Srikumar Rao, auteur de Happiness at Work (Le bonheur au travail) et autrefois professeur à la Columbia Business School, a un autre point de vue. Pour lui le plus grand obstacle au bonheur dans l’entreprise est notre sentiment d’impuissance. Ainsi, d’après Rao, il faut simplement changer sa représentation mentale de  la situation. “Prendre conscience du fait que nous sommes personnellement responsables est notre meilleure arme”. Il existe selon lui ni bon ni mauvais contexte.
En résumé, il s’agit d’adapter son point de vue, de se raconter que l’on est reconnaissant pour toute expérience nouvelle et que l’on est prêt pour continuer à grandir via le changement.

Leadership IQ : le bonheur, c’est de ne rien faire

Radicalement différente des deux premières théories, la troisième analyse du bonheur au travail provient du cabinet américain de conseil et de recrutement Leadership IQ.
Selon une enquête récente menée par ce cabinet, ce sont les low performers (pas ou peu performants) qui sont les plus heureux au travail. 42 % des salariés qui travaillent au sein de grosses entreprises savent se rendre discrets pour en faire le moins possible.
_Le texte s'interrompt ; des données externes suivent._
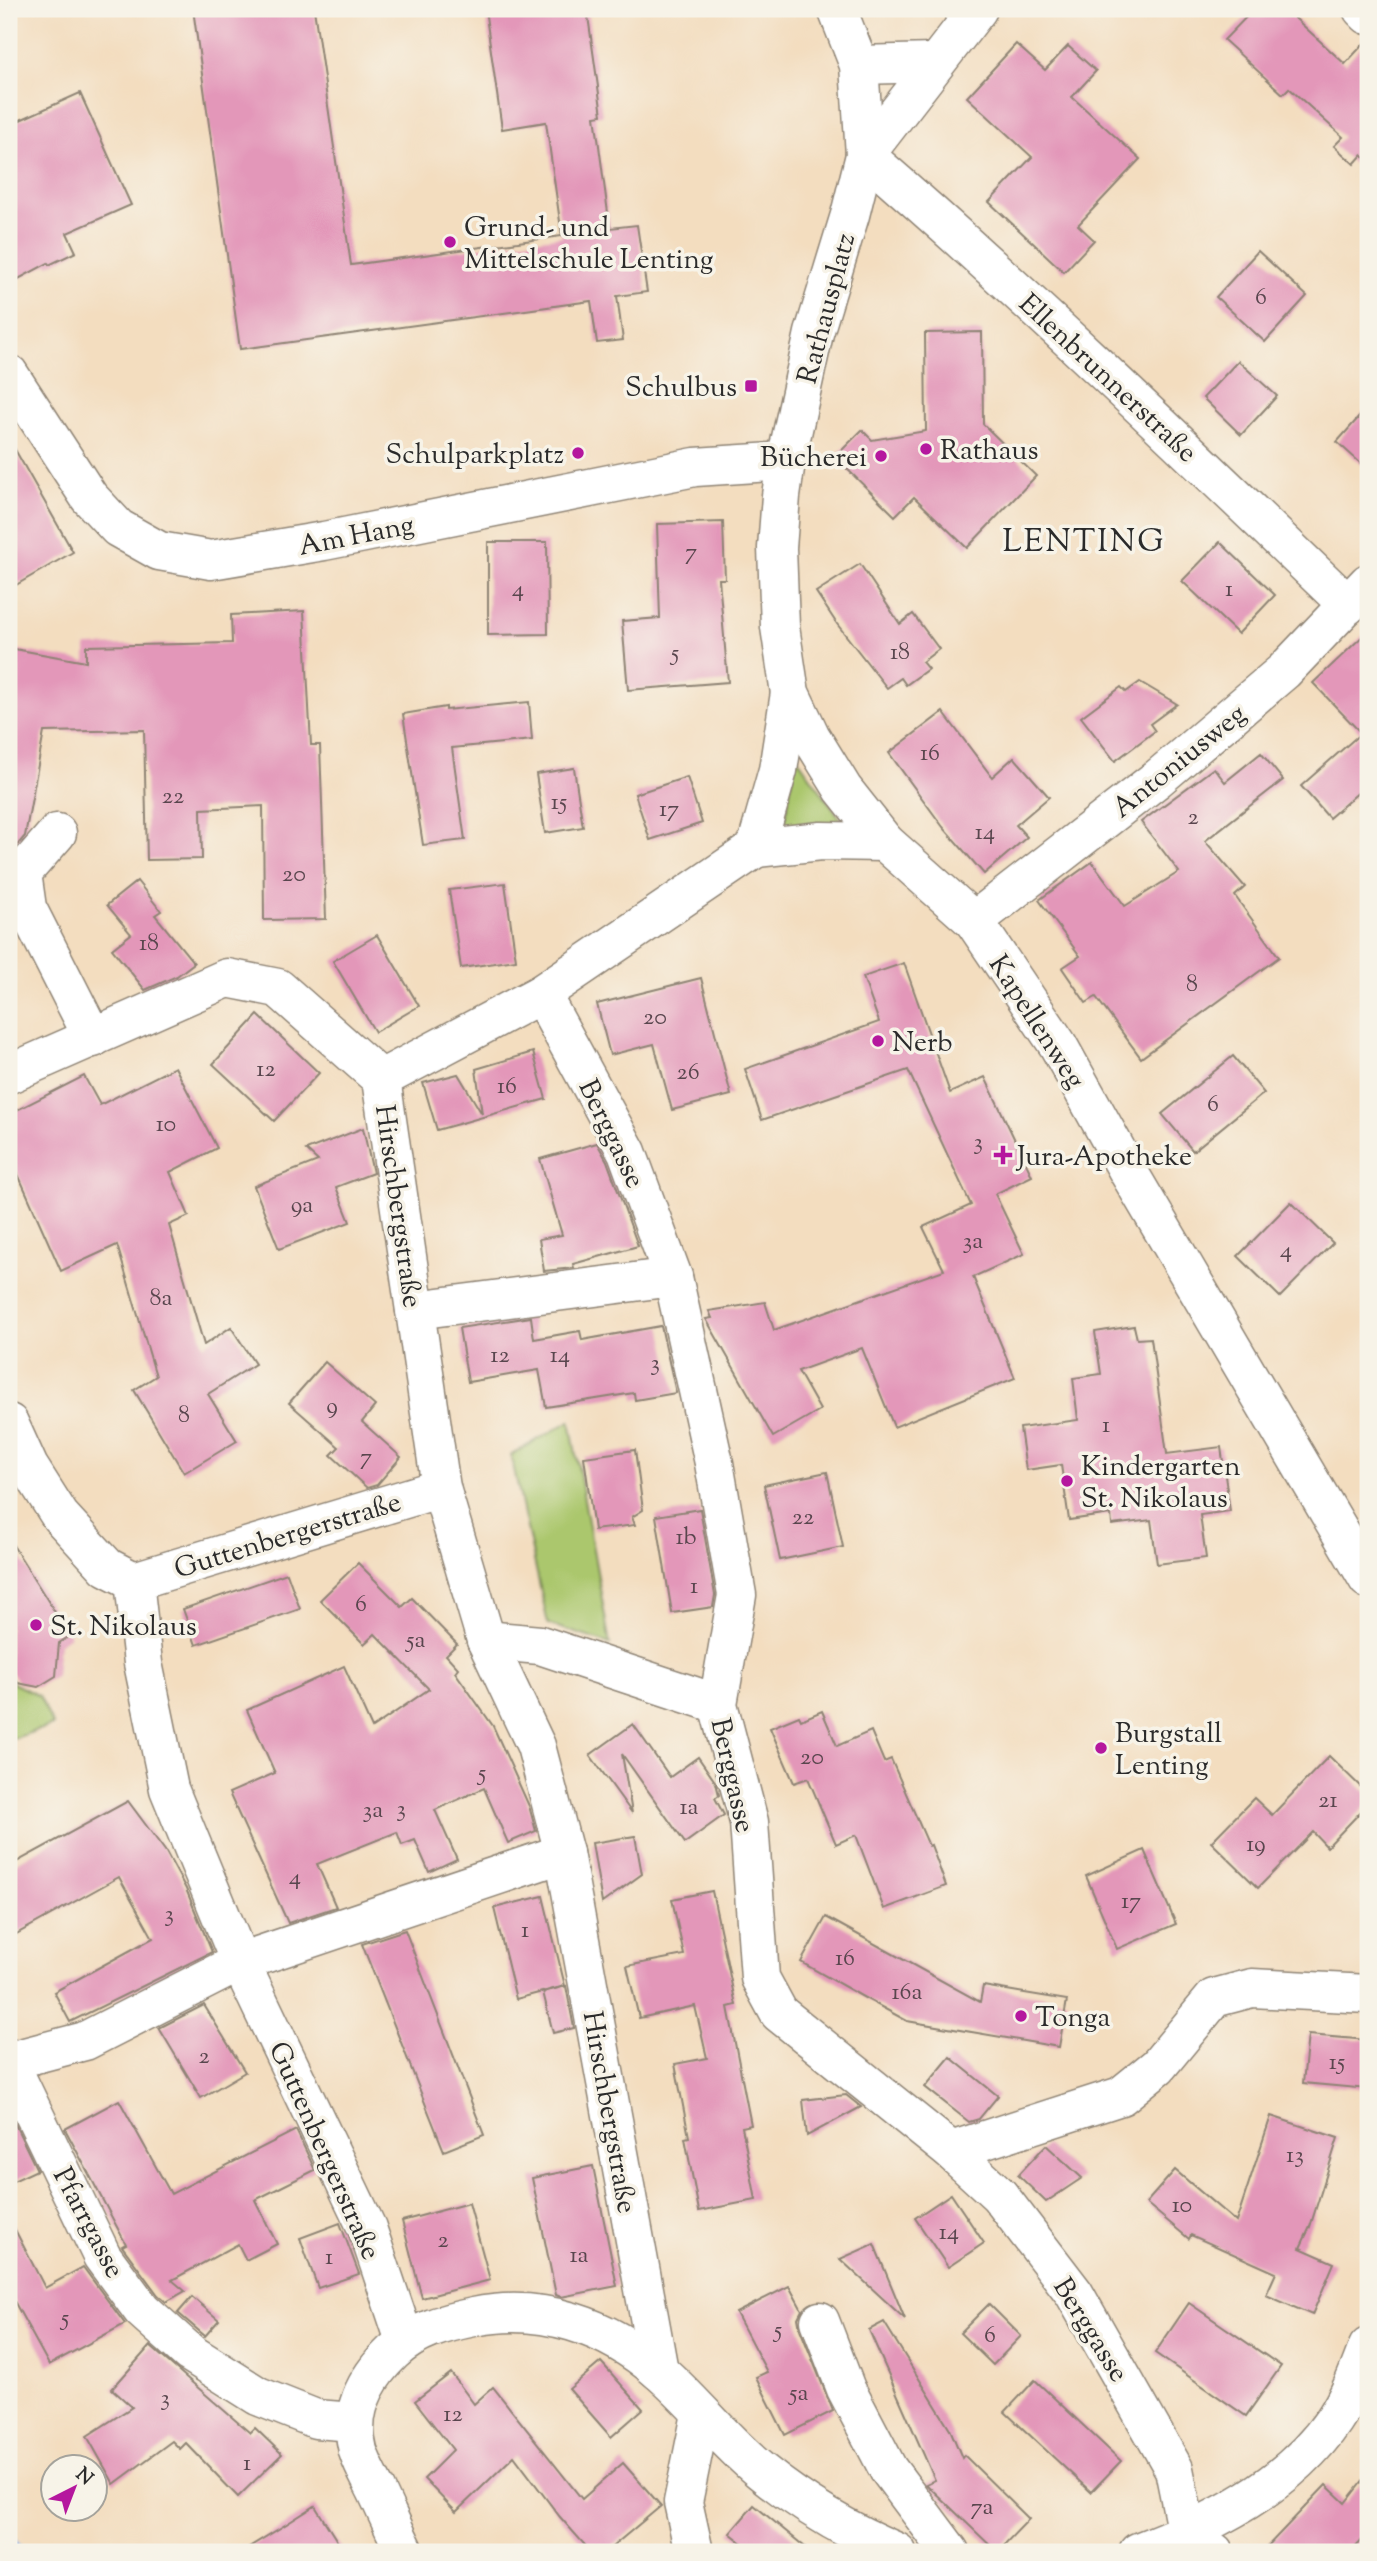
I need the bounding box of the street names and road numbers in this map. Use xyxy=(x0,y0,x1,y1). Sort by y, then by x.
street label: Rathausplatz xyxy=(789,229,867,389)
street label: Ellenbrunnerstraße xyxy=(1009,286,1205,473)
street label: Am Hang xyxy=(295,506,418,568)
street label: Antoniusweg xyxy=(1104,696,1256,829)
street label: Kapellenweg xyxy=(977,948,1094,1097)
street label: Berggasse xyxy=(567,1073,654,1195)
street label: Hirschbergstraße xyxy=(363,1102,431,1310)
street label: Guttenbergerstraße xyxy=(170,1483,406,1590)
street label: Berggasse xyxy=(699,1714,764,1837)
street label: Hirschbergstraße xyxy=(571,2008,645,2217)
street label: Guttenbergerstraße xyxy=(257,2036,389,2267)
street label: Pfarrgasse xyxy=(41,2161,133,2286)
street label: Berggasse xyxy=(1042,2271,1137,2391)

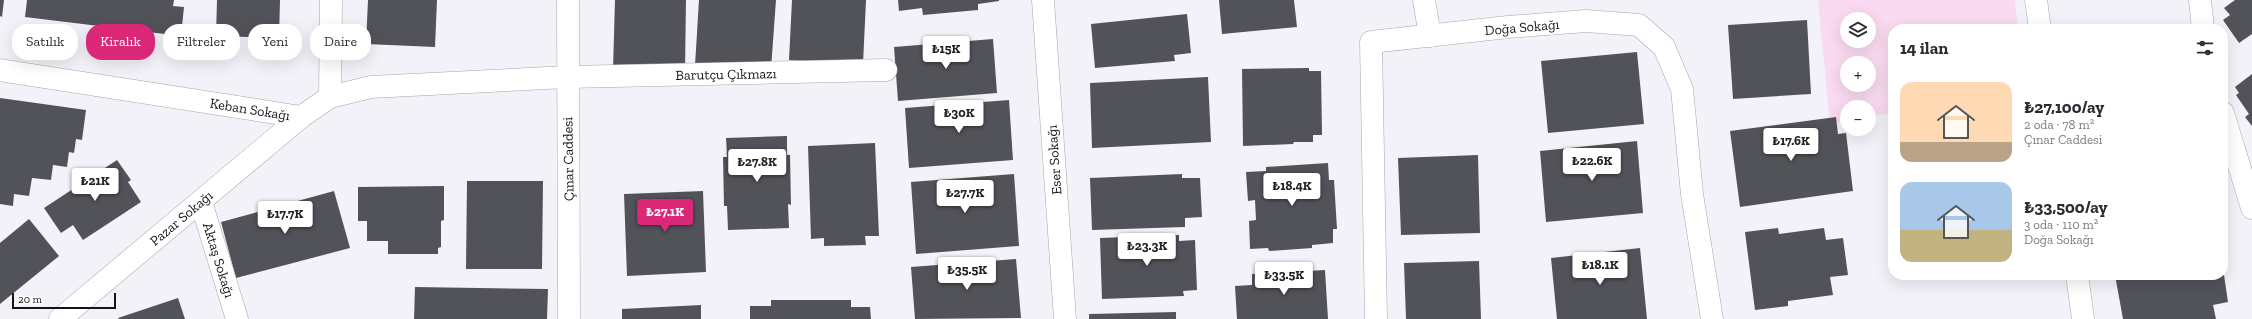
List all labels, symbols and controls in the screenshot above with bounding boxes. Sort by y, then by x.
map controls [1840,12,1876,136]
button: layers [1840,12,1876,48]
street label: Doğa Sokağı [1484,16,1560,39]
chip: Satılık [12,24,78,60]
chip: Kiralık [86,24,155,60]
chip: Filtreler [163,24,240,60]
chip: Yeni [248,24,302,60]
chip: Daire [310,24,371,60]
pin: ₺15K [922,36,970,70]
icon: filters [2194,37,2216,59]
text: 14 ilan [1900,38,1948,58]
text: ₺15K [932,41,960,56]
button: + [1840,56,1876,92]
street label: Barutçu Çıkmazı [675,65,777,84]
street label: Keban Sokağı [209,95,291,124]
text: ₺27,100/ay [2024,97,2104,117]
icon: home [1932,98,1980,146]
pin: ₺30K [935,100,983,134]
button: − [1840,100,1876,136]
text: ₺30K [943,105,975,120]
street label: Çınar Caddesi [559,117,578,201]
text: 2 oda · 78 m² [2024,117,2094,132]
street label: Eser Sokağı [1044,124,1065,196]
pin: ₺17.6K [1758,128,1824,162]
text: Çınar Caddesi [2024,132,2102,147]
text: ₺17.6K [1772,133,1810,148]
pin: ₺22.6K [1559,148,1625,182]
pin: ₺27.8K [724,149,790,183]
text: ₺22.6K [1572,153,1612,168]
text: ₺27.8K [737,154,777,169]
pin: ₺21K [71,168,119,202]
text: ₺21K [81,173,109,188]
pin: ₺18.4K [1259,173,1325,207]
text: ₺18.4K [1272,178,1312,193]
pin: ₺27.7K [932,180,998,214]
text: ₺27.7K [946,185,984,200]
street label: Pazar Sokağı [146,187,216,250]
text: ₺33,500/ay [2024,197,2108,217]
icon: home [1932,198,1980,246]
pin: ₺27.1K [632,199,698,233]
pin: ₺17.7K [252,201,318,235]
text: ₺27.1K [646,204,684,219]
text: ₺17.7K [267,206,303,221]
text: 3 oda · 110 m² [2024,217,2098,232]
street label: Aktaş Sokağı [199,220,238,300]
text: Doğa Sokağı [2024,232,2094,247]
pin: ₺23.3K [1114,233,1180,267]
text: ₺23.3K [1127,238,1167,253]
pin: ₺18.1K [1567,252,1633,286]
pin: ₺35.5K [934,257,1000,291]
text: ₺18.1K [1581,257,1619,272]
text: ₺35.5K [947,262,987,277]
pin: ₺33.5K [1251,262,1317,296]
text: ₺33.5K [1264,267,1304,282]
scale bar [12,291,116,310]
text: 20 m [18,293,42,306]

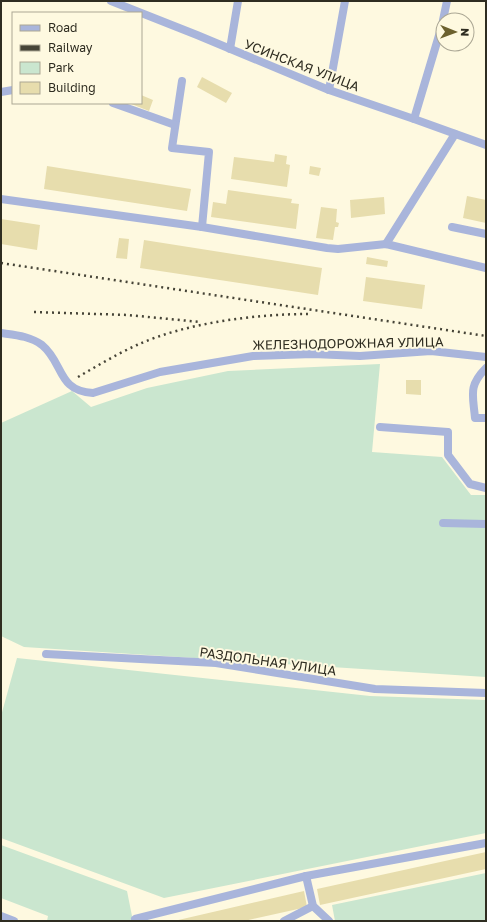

Ils simulent au bon moment une grosse charge de travail et lorsque leur paix providentielle semble perturbée, ils se cachent encore un peu mieux au sein de l’organisation.
D’après l’enquête, ce sont leurs collègues hautement performants qui font le travail à leur place qui sont insatisfaits. Ils ne se sentent pas reconnus malgré tout leur investissement et sont de plus épuisés du fait de la charge de travail supplémentaire provoquée par leurs collègues invisibles. Du coup, ce sont ces travailleurs les plus performants qui quittent l’entreprise sans regret la laissant aux mains des low performers.

La pyramide de Maslow

Pour Maslow, la motivation et la satisfaction au travail viennent de la volonté d’assouvir des besoins au travail. Un salarié veut satisfaire des besoins, une fois que l’un est satisfait, il cherche la satisfaction d’une autre, jusqu’à atteindre une forme d’accomplissement personnel. La hiérarchie sous forme d’une pyramide définit de haut en bas les besoins d’accomplissement personnel (réalisation de soi), d’estime de soi et des autres (reconnaissance), sociaux (appartenance à un groupe), de sécurité (physique et mentale), physiologiques (conditions matérielles).

Pour avoir un personnel satisfait, on examine d’abord les conditions de travail matérielles (rémunération, charge de travail, hygiène et santé au travail …) élément minimal de motivation, par rapport au sentiment d’accomplissement, à la reconnaissance de la hiérarchie, à la progression individuelle, l’autonomie et la responsabilité au niveau, le soutien social du collectif de travail.

Les modèles de Karasek, Theorell et Siegrist

Ils proposent 3 axes d’analyse pour cerner le bien-être au travail
1 – Les exigences de travail correspondant à la demande psychologique du travail (contraintes cognitives et temporelles, imprévus, morcelées,  ordres contradictoires, interruptions, dépendance vis-à-vis des autres…)
2 – L’autonomie exercée, pouvoir choisi comment opérer et peser sur les décisions, s’organiser, développer connaissances et compétences…
3 – Le soutien du salarié dans son travail, par ses collègues et son manager sur les aspects techniques, le déséquilibre entre gros effort consenti et peu de récompense en estime, promotion, ou salaire …démobilise.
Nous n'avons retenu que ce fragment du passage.